All-County Baseball: Calvin teaches more than baseball at VHS
Published 8:00 am Saturday, June 11, 2022
Coaching baseball at Vicksburg High School is Antonio Calvin’s job. Coaching life is his real passion, and his mission.
In four short years, Calvin has returned his alma mater’s struggling baseball program to respectability. This season the Gators won their first region championship since 2009, posted a 19-9 record, and Calvin won the 2022 Vicksburg Post Coach of the Year award.
As he assesses those accomplishments, however, it quickly becomes clear that they are mostly a means to an end.

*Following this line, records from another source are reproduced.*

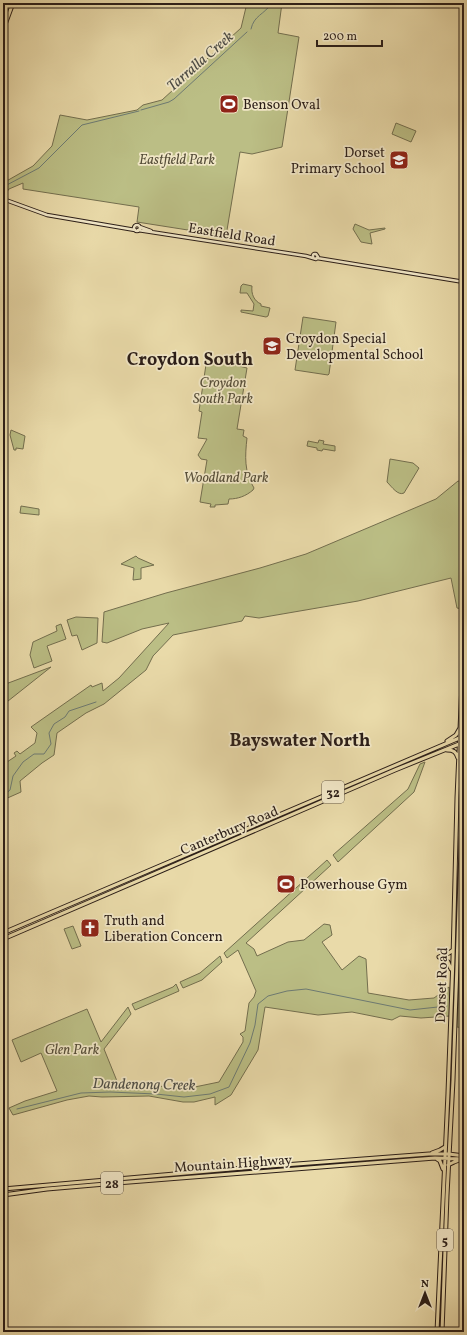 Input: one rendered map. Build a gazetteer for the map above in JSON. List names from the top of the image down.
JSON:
{
  "streets": {
    "main road": [
      "Eastfield Road",
      "32",
      "Canterbury Road",
      "Dorset Road",
      "Mountain Highway",
      "28",
      "5"
    ]
  },
  "crossings": [
    ["Canterbury Road", "Dorset Road"],
    ["Dorset Road", "Mountain Highway"]
  ],
  "districts": ["Croydon South", "Bayswater North"],
  "water": ["Tarralla Creek", "Dandenong Creek"],
  "parks": [
    "Eastfield Park",
    "Croydon South Park",
    "Woodland Park",
    "Glen Park"
  ],
  "places": {
    "sports": ["Benson Oval", "Powerhouse Gym"],
    "school or university": ["Dorset Primary School", "Croydon Special Developmental School"],
    "church": ["Truth and Liberation Concern"]
  },
  "scale_bar": "200 m",
  "north": "top"
} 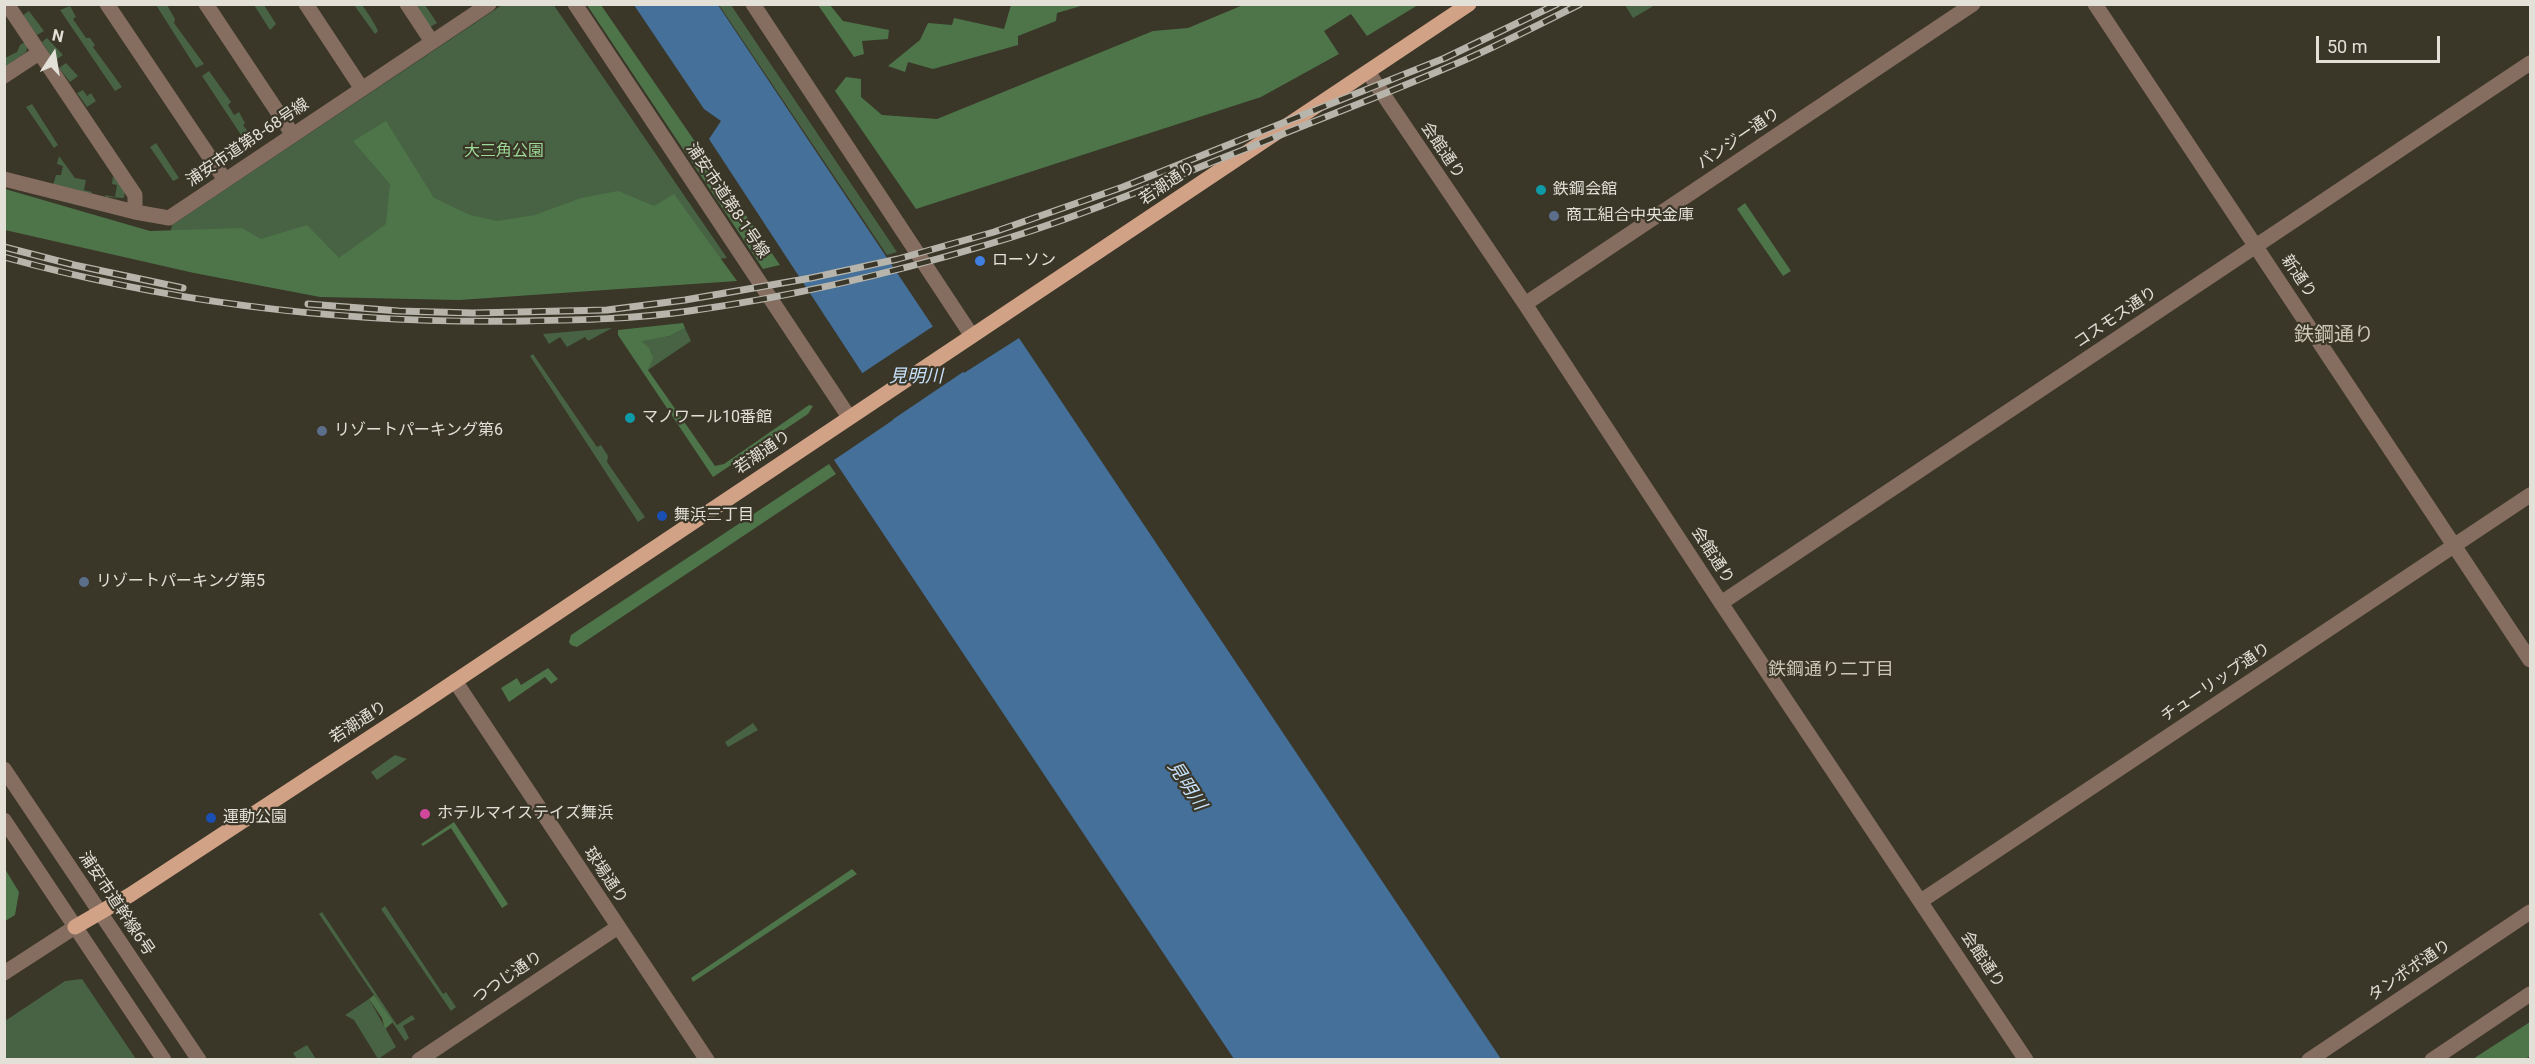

“Baseball is the vehicle for the life lessons. A lot of people don’t understand that,” Calvin said. “A lot of people say Coach Calvin just needs to teach baseball and don’t worry about the rest of it. That’s easy to say until you open up the newspaper and you see 13- and 14-year-old children killing one another. You see people robbing old folk. It’s not just about solitary lessons, whether it’s history or English. This is about life.”
Calvin graduated from Vicksburg High in 2001, during a golden age of baseball in Warren County. A number of his contemporaries went on to play some level of college or professional baseball, and Calvin himself played at Jackson State.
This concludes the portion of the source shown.